Cuando Anna regresa a casa presenciamos el intenso cariño entre ella y su hijo, unidos por una sensualidad maternal que contrasta con el frío aunque amable trato del conde Karenin (Basil Rathbone), el padre y esposo de la familia, cuya dedicación a sus labores políticas explica la necesidad de contacto de su mujer. Para Anna su hijo es la única ancla que le impide elevarse al cielo con Vronsky, pero no lo lamenta por un tiempo.

Conforme la relación de Anna y Vronsky avanza y las lenguas de la alta sociedad se menean entre los murmullos, Anna empieza a enfrentarse a las consecuencias de su descontrol. El castigo viene en forma de encrucijada: preferir a su hijo Sergei o a su amante. Ella titubea pero el deseo le venda los sentidos. El conflicto entre Anna la mujer y Anna la madre se revela como el detonador de la tragedia; en Venecia, la madre no soporta estar lejos de su hijo y con la misma pasión que desata Vronsky, Anna irrumpe en su mansión para ver a su hijo una última vez.
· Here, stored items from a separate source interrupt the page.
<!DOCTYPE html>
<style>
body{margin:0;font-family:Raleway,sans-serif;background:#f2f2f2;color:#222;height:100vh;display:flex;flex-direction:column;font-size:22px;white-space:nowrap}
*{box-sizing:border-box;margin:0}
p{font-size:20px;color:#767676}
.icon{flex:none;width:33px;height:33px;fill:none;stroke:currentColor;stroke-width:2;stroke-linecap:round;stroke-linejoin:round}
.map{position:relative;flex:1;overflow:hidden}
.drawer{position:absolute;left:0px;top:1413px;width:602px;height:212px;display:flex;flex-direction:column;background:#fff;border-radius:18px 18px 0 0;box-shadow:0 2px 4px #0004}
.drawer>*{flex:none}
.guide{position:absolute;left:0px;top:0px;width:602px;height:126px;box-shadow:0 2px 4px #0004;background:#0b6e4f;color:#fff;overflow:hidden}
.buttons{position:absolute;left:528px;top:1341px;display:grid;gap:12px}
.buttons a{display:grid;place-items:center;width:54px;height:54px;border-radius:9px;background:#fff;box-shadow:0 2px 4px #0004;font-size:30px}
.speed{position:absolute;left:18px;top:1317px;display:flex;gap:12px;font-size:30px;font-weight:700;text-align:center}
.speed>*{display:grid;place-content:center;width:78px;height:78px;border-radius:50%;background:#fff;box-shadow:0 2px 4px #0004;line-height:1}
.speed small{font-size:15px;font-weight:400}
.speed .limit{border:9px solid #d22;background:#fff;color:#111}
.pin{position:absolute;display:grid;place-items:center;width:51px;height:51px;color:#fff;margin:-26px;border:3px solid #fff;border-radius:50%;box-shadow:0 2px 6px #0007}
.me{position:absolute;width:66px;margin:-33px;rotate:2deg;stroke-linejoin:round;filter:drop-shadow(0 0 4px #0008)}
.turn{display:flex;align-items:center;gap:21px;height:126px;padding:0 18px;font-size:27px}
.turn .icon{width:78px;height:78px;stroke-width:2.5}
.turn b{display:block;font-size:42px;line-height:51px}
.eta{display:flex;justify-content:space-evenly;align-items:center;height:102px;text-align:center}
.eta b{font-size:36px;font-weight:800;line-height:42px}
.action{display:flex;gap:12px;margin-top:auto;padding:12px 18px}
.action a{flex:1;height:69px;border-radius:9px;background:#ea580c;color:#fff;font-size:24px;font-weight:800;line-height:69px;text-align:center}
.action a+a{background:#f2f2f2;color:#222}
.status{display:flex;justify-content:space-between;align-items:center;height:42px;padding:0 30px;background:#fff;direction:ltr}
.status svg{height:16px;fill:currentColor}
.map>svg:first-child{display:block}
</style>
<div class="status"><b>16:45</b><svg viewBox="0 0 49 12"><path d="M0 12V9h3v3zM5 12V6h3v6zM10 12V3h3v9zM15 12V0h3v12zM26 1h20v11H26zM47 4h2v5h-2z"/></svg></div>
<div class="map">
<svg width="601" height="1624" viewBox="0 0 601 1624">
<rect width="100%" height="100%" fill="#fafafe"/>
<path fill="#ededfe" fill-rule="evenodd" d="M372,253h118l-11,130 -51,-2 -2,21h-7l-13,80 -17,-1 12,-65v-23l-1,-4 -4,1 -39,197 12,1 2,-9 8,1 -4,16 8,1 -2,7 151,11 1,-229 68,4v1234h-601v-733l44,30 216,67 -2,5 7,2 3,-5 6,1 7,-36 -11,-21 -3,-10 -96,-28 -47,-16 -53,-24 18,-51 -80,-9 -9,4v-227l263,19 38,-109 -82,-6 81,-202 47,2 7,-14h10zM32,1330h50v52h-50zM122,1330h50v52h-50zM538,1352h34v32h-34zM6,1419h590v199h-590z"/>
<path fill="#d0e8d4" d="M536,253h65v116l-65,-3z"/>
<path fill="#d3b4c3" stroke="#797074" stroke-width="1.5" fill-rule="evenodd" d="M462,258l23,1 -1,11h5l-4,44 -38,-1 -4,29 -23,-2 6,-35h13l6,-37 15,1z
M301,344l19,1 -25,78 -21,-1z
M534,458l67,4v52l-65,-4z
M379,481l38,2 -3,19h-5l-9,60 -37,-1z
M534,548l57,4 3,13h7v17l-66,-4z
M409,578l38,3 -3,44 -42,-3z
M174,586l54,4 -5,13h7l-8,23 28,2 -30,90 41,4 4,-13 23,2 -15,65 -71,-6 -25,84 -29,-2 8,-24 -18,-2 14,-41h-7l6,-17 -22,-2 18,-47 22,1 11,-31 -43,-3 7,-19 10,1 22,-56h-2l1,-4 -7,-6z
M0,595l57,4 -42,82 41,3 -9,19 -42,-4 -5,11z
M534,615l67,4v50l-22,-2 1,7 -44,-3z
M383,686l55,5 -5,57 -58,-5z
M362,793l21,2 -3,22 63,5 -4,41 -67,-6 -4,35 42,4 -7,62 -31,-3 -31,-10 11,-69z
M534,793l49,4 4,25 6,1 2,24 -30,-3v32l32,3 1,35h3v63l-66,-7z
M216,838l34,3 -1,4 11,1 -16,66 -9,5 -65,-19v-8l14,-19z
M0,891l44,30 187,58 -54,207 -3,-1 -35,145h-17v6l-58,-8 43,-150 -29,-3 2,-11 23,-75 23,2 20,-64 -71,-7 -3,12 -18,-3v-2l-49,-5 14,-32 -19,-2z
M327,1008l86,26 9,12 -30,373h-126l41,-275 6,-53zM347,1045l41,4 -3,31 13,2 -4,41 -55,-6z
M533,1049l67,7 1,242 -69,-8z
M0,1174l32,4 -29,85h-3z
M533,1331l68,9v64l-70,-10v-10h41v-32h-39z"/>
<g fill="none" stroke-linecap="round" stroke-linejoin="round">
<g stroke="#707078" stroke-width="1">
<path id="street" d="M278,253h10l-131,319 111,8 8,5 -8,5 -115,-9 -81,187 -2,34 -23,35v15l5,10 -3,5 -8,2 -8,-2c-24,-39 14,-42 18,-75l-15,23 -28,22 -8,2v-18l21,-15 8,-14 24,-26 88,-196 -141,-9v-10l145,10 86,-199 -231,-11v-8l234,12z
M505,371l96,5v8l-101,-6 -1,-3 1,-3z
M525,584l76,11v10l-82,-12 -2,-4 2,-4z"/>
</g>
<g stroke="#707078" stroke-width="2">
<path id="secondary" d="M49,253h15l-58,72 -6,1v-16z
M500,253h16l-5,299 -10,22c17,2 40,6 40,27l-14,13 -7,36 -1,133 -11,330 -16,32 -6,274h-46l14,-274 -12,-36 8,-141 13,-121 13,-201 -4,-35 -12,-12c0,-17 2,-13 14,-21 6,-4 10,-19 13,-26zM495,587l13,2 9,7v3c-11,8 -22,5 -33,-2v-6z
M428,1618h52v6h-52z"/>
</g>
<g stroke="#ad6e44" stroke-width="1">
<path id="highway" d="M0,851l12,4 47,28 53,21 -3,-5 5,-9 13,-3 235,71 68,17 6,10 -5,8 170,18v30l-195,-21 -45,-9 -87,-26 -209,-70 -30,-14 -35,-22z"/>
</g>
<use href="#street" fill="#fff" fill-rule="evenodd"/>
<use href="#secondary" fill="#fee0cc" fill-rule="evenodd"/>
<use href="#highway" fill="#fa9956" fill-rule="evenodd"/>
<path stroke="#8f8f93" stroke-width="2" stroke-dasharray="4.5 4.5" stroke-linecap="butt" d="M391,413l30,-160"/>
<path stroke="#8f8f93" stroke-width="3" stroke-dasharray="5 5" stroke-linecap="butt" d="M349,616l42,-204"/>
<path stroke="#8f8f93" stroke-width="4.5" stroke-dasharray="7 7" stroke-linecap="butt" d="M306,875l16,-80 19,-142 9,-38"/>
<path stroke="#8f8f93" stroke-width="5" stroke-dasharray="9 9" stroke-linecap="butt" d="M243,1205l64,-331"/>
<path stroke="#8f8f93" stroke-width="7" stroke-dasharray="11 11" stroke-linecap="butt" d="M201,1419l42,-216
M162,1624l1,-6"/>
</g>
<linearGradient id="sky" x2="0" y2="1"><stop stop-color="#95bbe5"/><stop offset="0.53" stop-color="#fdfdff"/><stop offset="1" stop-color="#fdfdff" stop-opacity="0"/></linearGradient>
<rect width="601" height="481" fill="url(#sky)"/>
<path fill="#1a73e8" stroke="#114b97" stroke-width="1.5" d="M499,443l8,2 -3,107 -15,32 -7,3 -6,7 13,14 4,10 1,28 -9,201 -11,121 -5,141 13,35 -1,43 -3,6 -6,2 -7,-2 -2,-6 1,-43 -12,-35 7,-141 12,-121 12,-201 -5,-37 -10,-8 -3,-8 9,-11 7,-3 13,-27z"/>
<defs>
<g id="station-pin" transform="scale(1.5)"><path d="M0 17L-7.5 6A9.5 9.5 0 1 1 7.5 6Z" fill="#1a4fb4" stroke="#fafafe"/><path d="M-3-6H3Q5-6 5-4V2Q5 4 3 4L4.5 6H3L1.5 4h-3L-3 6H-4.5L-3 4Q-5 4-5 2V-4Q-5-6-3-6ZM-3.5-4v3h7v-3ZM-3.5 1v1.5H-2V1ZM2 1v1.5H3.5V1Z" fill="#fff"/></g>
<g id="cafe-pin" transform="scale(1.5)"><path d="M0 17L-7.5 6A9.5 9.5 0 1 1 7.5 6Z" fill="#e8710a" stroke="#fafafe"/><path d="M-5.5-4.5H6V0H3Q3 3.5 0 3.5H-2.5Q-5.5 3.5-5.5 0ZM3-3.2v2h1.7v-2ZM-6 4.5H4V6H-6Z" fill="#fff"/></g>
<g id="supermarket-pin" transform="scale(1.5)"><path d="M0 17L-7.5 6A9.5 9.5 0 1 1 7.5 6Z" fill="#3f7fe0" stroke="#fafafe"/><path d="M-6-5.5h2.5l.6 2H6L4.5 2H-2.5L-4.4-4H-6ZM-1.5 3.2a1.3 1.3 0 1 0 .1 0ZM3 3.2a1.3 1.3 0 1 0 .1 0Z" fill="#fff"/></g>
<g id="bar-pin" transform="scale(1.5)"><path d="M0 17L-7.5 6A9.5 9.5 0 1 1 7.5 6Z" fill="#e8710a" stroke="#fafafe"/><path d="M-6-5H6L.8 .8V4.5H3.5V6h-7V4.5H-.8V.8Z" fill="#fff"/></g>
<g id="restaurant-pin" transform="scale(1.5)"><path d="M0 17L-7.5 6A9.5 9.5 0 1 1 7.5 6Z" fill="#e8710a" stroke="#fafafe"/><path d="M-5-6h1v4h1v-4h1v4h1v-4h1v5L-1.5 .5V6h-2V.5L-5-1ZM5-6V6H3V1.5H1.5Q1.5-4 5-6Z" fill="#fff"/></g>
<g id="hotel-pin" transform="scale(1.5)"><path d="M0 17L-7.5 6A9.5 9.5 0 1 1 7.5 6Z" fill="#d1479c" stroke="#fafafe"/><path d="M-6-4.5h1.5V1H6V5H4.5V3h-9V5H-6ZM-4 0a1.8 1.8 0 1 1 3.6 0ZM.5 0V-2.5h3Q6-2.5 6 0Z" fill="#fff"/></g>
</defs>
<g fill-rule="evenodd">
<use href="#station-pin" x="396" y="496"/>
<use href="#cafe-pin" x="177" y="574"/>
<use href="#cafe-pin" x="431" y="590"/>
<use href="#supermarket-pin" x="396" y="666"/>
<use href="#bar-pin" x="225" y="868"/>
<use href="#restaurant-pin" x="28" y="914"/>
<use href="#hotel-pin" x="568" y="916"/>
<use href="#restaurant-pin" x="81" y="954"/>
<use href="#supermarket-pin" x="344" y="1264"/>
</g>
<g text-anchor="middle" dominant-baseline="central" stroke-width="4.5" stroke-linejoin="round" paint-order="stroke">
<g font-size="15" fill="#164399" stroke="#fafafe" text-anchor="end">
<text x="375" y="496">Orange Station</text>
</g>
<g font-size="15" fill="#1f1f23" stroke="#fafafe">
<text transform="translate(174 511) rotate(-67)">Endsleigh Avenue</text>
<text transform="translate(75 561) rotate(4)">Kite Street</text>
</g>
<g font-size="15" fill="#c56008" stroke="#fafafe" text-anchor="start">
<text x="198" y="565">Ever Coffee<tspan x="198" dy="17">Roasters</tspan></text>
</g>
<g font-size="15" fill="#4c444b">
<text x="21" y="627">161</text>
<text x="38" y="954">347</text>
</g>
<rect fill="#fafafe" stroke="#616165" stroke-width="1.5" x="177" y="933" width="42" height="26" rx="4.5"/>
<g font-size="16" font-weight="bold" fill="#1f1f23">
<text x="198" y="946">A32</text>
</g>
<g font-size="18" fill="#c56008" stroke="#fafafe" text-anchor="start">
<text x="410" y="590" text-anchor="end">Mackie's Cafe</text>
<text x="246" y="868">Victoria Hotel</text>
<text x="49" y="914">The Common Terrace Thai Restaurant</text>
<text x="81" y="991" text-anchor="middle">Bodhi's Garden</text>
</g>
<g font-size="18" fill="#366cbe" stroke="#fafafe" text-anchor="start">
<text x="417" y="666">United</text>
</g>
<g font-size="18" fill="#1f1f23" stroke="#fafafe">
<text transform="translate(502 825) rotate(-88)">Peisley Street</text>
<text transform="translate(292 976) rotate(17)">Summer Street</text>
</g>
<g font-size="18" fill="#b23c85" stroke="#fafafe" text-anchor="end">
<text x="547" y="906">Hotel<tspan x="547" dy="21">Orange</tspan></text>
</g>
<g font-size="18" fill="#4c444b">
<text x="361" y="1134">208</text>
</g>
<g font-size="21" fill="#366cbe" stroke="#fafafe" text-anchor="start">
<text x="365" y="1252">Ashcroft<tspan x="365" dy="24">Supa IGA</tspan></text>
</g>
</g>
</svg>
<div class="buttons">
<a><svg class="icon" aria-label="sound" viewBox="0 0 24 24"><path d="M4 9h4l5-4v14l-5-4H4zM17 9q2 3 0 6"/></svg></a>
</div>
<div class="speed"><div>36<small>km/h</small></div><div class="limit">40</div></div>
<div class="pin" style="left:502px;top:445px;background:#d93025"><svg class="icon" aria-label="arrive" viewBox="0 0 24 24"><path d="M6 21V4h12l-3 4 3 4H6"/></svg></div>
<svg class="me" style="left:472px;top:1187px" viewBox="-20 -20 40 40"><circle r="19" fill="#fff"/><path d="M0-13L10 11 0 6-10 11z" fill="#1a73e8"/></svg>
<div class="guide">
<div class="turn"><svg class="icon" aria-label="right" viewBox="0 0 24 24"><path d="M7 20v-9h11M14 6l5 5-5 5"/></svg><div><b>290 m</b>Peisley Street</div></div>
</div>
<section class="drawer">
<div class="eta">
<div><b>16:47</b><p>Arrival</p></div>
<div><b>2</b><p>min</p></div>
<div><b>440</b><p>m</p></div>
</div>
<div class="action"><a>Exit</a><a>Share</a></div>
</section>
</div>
La soledad empieza a ofuscar a Anna, quien recibe un golpe final del joven y orgulloso Vronsky: la guerra serbo-turca lo llama, insiste él, pero regresará en un mes. “Quieres dejarme”, le contesta ella ante la convicción de que todos le han abandonado. Incapaz de perdonarse por sus errores y rechazada por su hermano, Anna se arroja a las vías del tren. El portento del principio se cumple.

La destrucción de Anna Karenina no es un llamado a la tolerancia ni al entendimiento; sus propósitos no son ni conservadores ni progresistas porque la llamada de atención no es para quienes la condenaron; es para ella, que ejecutó la sentencia. Los virtuosos deben o ser absolutos o saber adaptarse a las consecuencias de sus faltas. Anna no fue estoica ni se arriesgó a ser egoísta; su pecado fue contra su contexto, sí, pero sobre todo contra su voluntad. Ni villana ni heroína, Anna Karenina murió porque no se pudo perdonar.